* **What you need to do**: Output the complete listing exactly, please, and keep the pictures out of it.
___ Listed entries ___
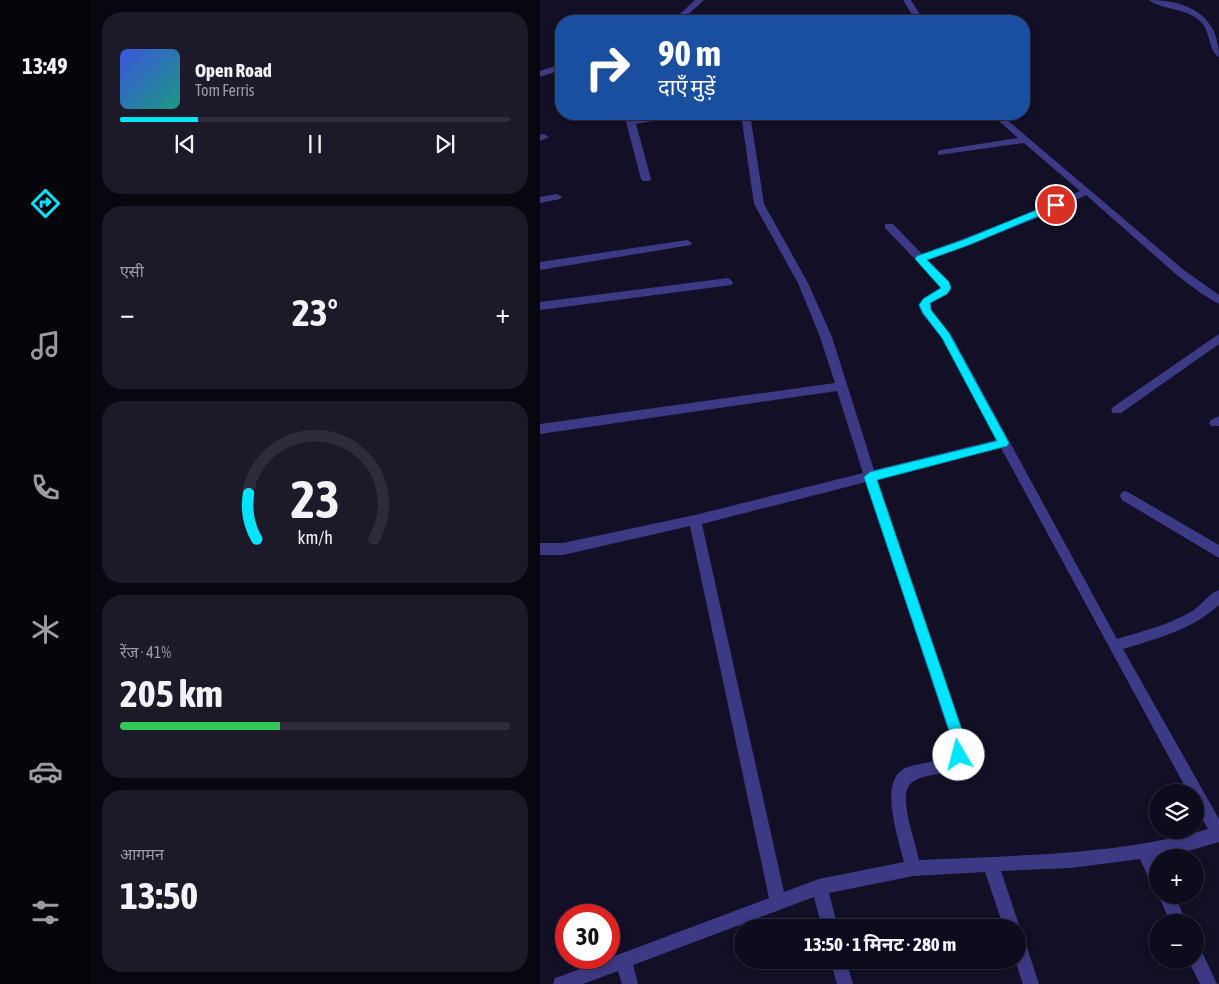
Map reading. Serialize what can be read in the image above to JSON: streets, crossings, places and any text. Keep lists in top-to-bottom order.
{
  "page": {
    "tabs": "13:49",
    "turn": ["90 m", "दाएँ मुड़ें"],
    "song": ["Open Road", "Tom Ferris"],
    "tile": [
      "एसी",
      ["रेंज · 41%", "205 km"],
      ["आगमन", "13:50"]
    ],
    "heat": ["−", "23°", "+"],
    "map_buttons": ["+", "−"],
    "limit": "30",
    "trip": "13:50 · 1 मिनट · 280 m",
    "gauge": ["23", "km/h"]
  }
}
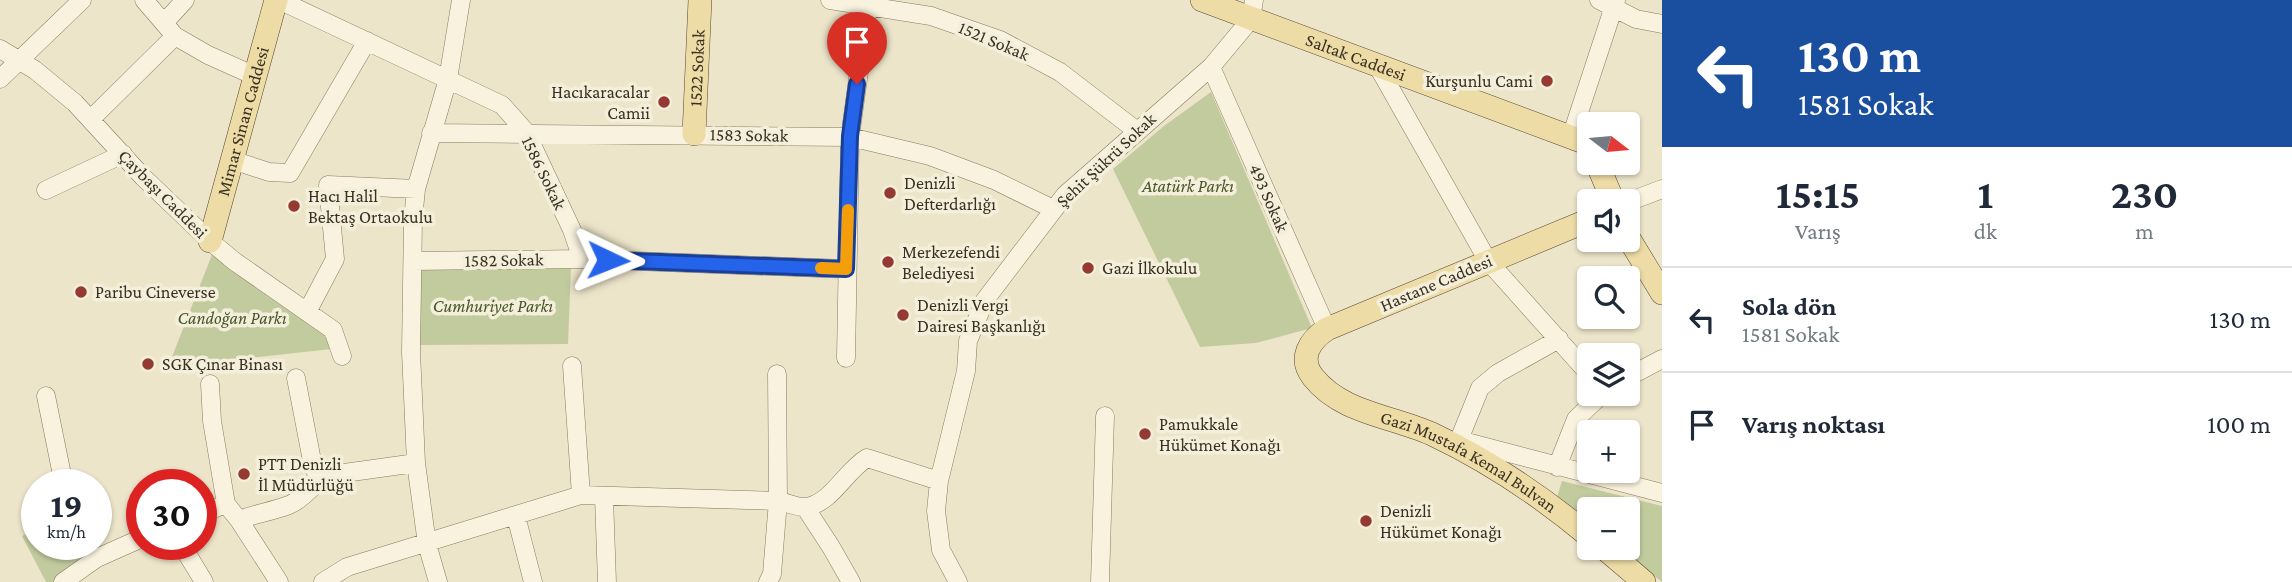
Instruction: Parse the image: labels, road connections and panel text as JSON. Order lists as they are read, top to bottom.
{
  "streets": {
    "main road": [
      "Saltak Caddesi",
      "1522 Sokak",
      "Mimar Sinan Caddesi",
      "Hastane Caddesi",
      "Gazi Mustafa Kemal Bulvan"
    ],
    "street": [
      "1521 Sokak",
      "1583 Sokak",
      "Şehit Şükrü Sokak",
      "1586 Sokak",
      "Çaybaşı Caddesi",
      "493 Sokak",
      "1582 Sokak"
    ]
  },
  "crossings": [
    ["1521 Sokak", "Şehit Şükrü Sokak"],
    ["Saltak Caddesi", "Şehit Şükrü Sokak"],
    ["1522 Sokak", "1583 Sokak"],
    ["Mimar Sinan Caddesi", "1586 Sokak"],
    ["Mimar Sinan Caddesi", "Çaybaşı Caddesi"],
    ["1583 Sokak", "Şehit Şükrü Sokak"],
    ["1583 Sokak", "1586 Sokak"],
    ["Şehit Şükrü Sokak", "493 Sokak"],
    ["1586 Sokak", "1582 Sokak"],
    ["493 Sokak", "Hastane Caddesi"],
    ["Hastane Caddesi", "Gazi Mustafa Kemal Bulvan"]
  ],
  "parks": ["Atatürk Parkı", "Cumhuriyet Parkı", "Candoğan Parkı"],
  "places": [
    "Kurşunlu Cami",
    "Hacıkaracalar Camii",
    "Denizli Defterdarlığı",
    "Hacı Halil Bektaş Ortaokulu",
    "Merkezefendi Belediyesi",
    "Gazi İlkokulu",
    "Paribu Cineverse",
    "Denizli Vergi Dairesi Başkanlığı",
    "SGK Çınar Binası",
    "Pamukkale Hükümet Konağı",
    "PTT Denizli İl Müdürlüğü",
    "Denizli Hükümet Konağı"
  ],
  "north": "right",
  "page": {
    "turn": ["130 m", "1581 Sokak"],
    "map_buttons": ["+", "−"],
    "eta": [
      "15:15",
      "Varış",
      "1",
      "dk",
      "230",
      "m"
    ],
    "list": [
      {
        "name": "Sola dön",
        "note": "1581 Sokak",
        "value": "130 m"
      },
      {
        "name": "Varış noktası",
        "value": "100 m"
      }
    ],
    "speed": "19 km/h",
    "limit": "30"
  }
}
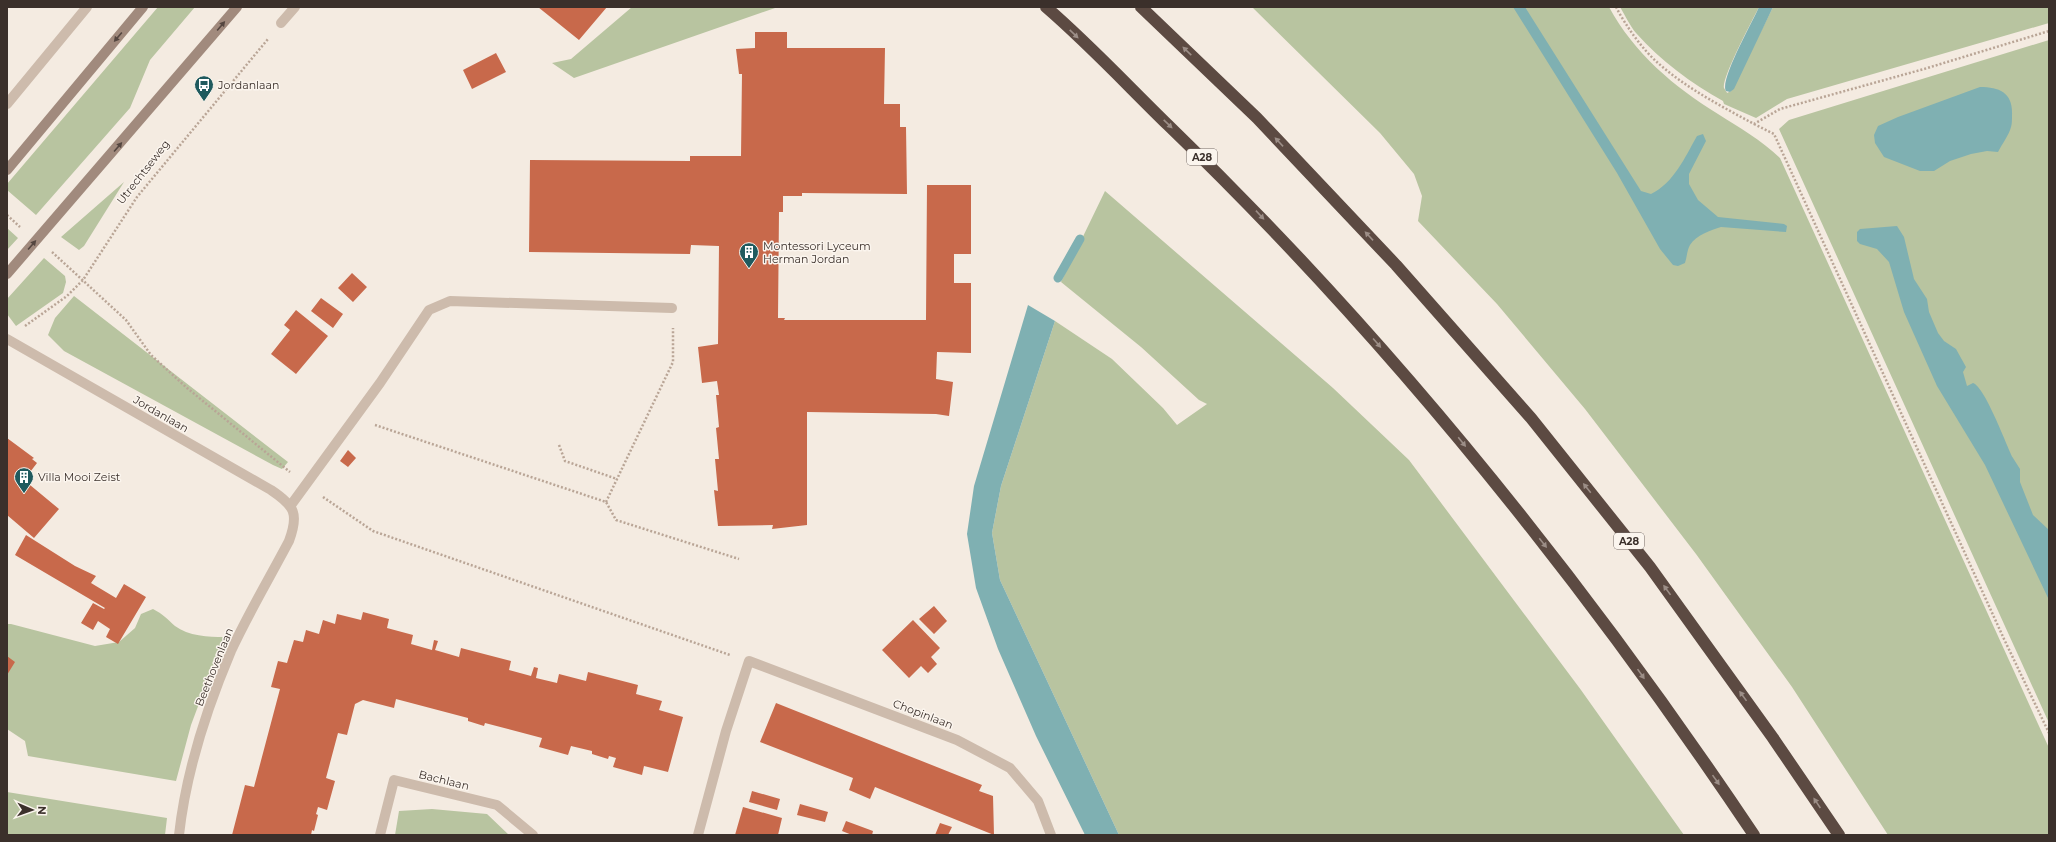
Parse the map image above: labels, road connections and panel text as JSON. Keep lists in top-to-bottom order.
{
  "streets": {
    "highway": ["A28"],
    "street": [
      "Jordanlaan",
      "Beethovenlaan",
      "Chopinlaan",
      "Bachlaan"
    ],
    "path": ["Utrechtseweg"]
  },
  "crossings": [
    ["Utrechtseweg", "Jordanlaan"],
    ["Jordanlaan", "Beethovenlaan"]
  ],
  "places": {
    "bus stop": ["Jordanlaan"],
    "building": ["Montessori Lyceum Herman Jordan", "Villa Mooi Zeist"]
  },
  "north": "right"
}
___
* **Final answer**:
Map reading. Serialize what can be read in the image above to JSON: streets, crossings, places and any text. Keep lists in top-to-bottom order.
{
  "page": {
    "tabs": "13:49",
    "turn": ["90 m", "दाएँ मुड़ें"],
    "song": ["Open Road", "Tom Ferris"],
    "tile": [
      "एसी",
      ["रेंज · 41%", "205 km"],
      ["आगमन", "13:50"]
    ],
    "heat": ["−", "23°", "+"],
    "map_buttons": ["+", "−"],
    "limit": "30",
    "trip": "13:50 · 1 मिनट · 280 m",
    "gauge": ["23", "km/h"]
  }
}
Instruction: Parse the image: labels, road connections and panel text as JSON. Order lists as they are read, top to bottom.
{
  "streets": {
    "main road": [
      "Saltak Caddesi",
      "1522 Sokak",
      "Mimar Sinan Caddesi",
      "Hastane Caddesi",
      "Gazi Mustafa Kemal Bulvan"
    ],
    "street": [
      "1521 Sokak",
      "1583 Sokak",
      "Şehit Şükrü Sokak",
      "1586 Sokak",
      "Çaybaşı Caddesi",
      "493 Sokak",
      "1582 Sokak"
    ]
  },
  "crossings": [
    ["1521 Sokak", "Şehit Şükrü Sokak"],
    ["Saltak Caddesi", "Şehit Şükrü Sokak"],
    ["1522 Sokak", "1583 Sokak"],
    ["Mimar Sinan Caddesi", "1586 Sokak"],
    ["Mimar Sinan Caddesi", "Çaybaşı Caddesi"],
    ["1583 Sokak", "Şehit Şükrü Sokak"],
    ["1583 Sokak", "1586 Sokak"],
    ["Şehit Şükrü Sokak", "493 Sokak"],
    ["1586 Sokak", "1582 Sokak"],
    ["493 Sokak", "Hastane Caddesi"],
    ["Hastane Caddesi", "Gazi Mustafa Kemal Bulvan"]
  ],
  "parks": ["Atatürk Parkı", "Cumhuriyet Parkı", "Candoğan Parkı"],
  "places": [
    "Kurşunlu Cami",
    "Hacıkaracalar Camii",
    "Denizli Defterdarlığı",
    "Hacı Halil Bektaş Ortaokulu",
    "Merkezefendi Belediyesi",
    "Gazi İlkokulu",
    "Paribu Cineverse",
    "Denizli Vergi Dairesi Başkanlığı",
    "SGK Çınar Binası",
    "Pamukkale Hükümet Konağı",
    "PTT Denizli İl Müdürlüğü",
    "Denizli Hükümet Konağı"
  ],
  "north": "right",
  "page": {
    "turn": ["130 m", "1581 Sokak"],
    "map_buttons": ["+", "−"],
    "eta": [
      "15:15",
      "Varış",
      "1",
      "dk",
      "230",
      "m"
    ],
    "list": [
      {
        "name": "Sola dön",
        "note": "1581 Sokak",
        "value": "130 m"
      },
      {
        "name": "Varış noktası",
        "value": "100 m"
      }
    ],
    "speed": "19 km/h",
    "limit": "30"
  }
}
Parse the map image above: labels, road connections and panel text as JSON. Keep lists in top-to-bottom order.
{
  "streets": {
    "highway": ["A28"],
    "street": [
      "Jordanlaan",
      "Beethovenlaan",
      "Chopinlaan",
      "Bachlaan"
    ],
    "path": ["Utrechtseweg"]
  },
  "crossings": [
    ["Utrechtseweg", "Jordanlaan"],
    ["Jordanlaan", "Beethovenlaan"]
  ],
  "places": {
    "bus stop": ["Jordanlaan"],
    "building": ["Montessori Lyceum Herman Jordan", "Villa Mooi Zeist"]
  },
  "north": "right"
}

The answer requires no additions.